_Directions_:
Tell me, please, how many lines in the records below include the word "JSON". Give no more than the number.

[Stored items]

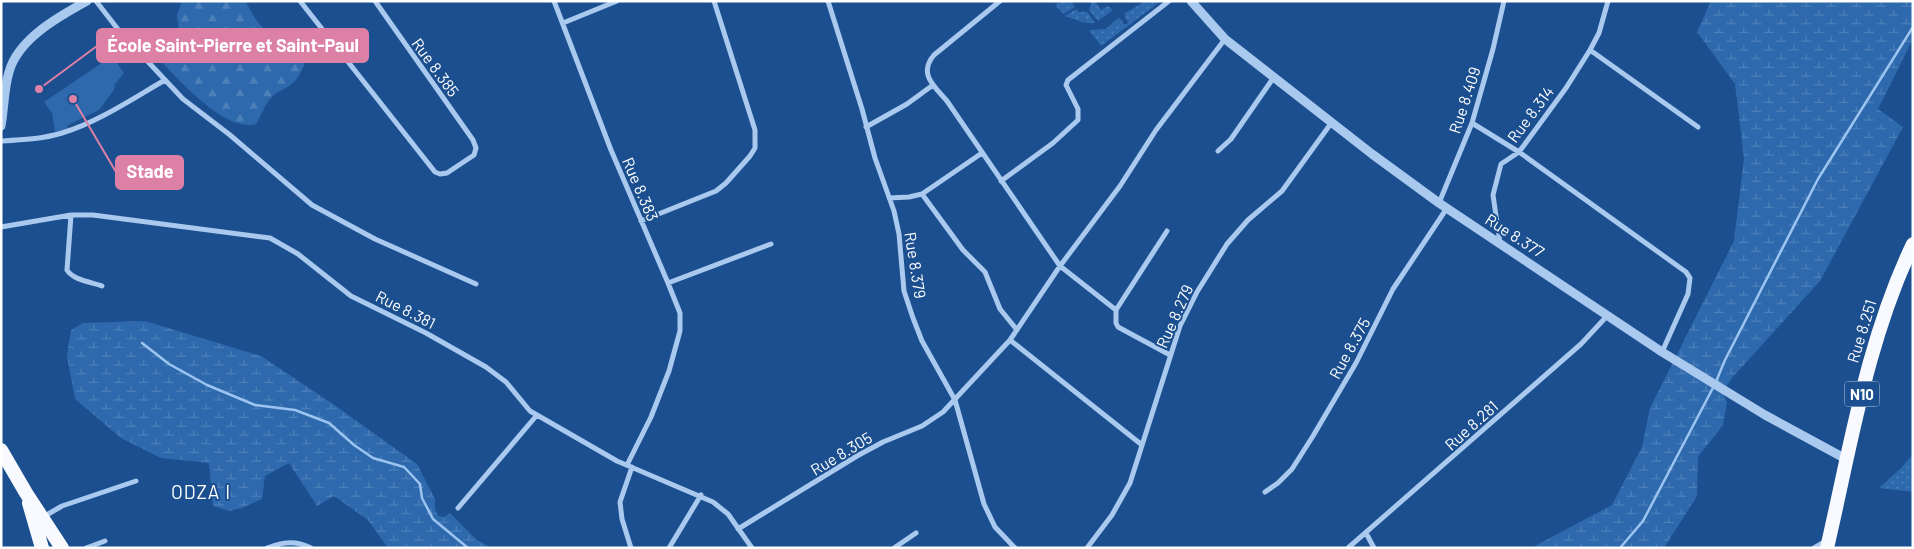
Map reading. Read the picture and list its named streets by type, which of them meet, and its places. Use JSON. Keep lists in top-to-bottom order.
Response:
{
  "streets": {
    "highway": ["Rue 8.251", "N10"],
    "street": [
      "Rue 8.385",
      "Rue 8.409",
      "Rue 8.314",
      "Rue 8.383",
      "Rue 8.377",
      "Rue 8.379",
      "Rue 8.381",
      "Rue 8.279",
      "Rue 8.375",
      "Rue 8.281",
      "Rue 8.305"
    ]
  },
  "crossings": [
    ["Rue 8.409", "Rue 8.377"],
    ["Rue 8.409", "Rue 8.375"],
    ["Rue 8.314", "Rue 8.377"],
    ["Rue 8.383", "Rue 8.381"],
    ["Rue 8.377", "Rue 8.279"],
    ["Rue 8.377", "Rue 8.251"],
    ["Rue 8.377", "Rue 8.375"],
    ["Rue 8.377", "Rue 8.281"],
    ["Rue 8.377", "Rue 8.305"],
    ["Rue 8.379", "Rue 8.305"],
    ["Rue 8.381", "Rue 8.305"]
  ],
  "districts": ["ODZA I"],
  "places": ["École Saint-Pierre et Saint-Paul", "Stade"]
}
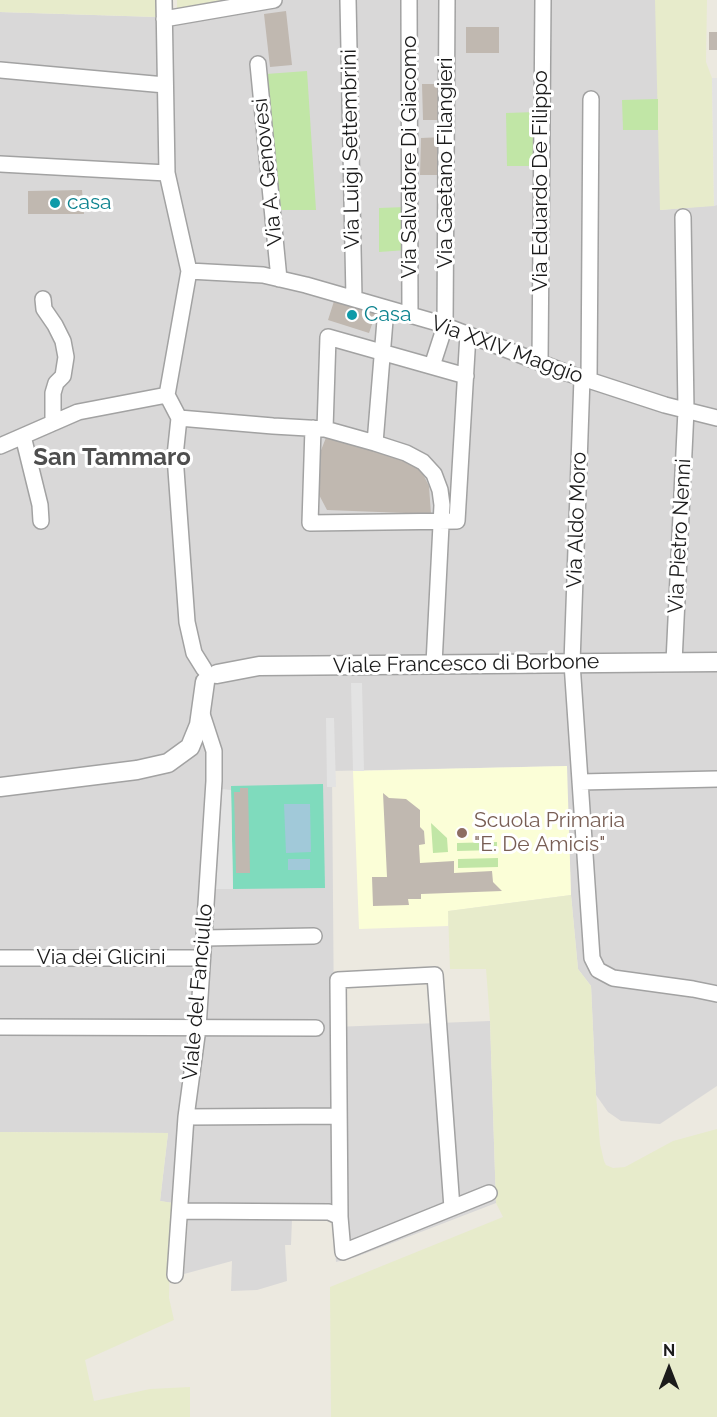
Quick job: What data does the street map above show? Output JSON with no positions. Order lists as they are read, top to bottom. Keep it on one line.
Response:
{"streets":{"street":["Via Luigi Settembrini","Via Salvatore Di Giacomo","Via Gaetano Filangieri","Via A. Genovesi","Via Eduardo De Filippo","Via XXIV Maggio","Via Aldo Moro","Via Pietro Nenni","Viale Francesco di Borbone","Via dei Glicini","Viale del Fanciullo"]},"crossings":[["Via Luigi Settembrini","Via XXIV Maggio"],["Via Salvatore Di Giacomo","Via XXIV Maggio"],["Via Gaetano Filangieri","Via XXIV Maggio"],["Via A. Genovesi","Via XXIV Maggio"],["Via Eduardo De Filippo","Via XXIV Maggio"],["Via XXIV Maggio","Via Aldo Moro"],["Via XXIV Maggio","Via Pietro Nenni"],["Via Aldo Moro","Viale Francesco di Borbone"],["Via Pietro Nenni","Viale Francesco di Borbone"],["Via dei Glicini","Viale del Fanciullo"]],"districts":["San Tammaro"],"places":["casa","Casa","Scuola Primaria \"E. De Amicis\""],"north":"top"}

_Solution below_:
2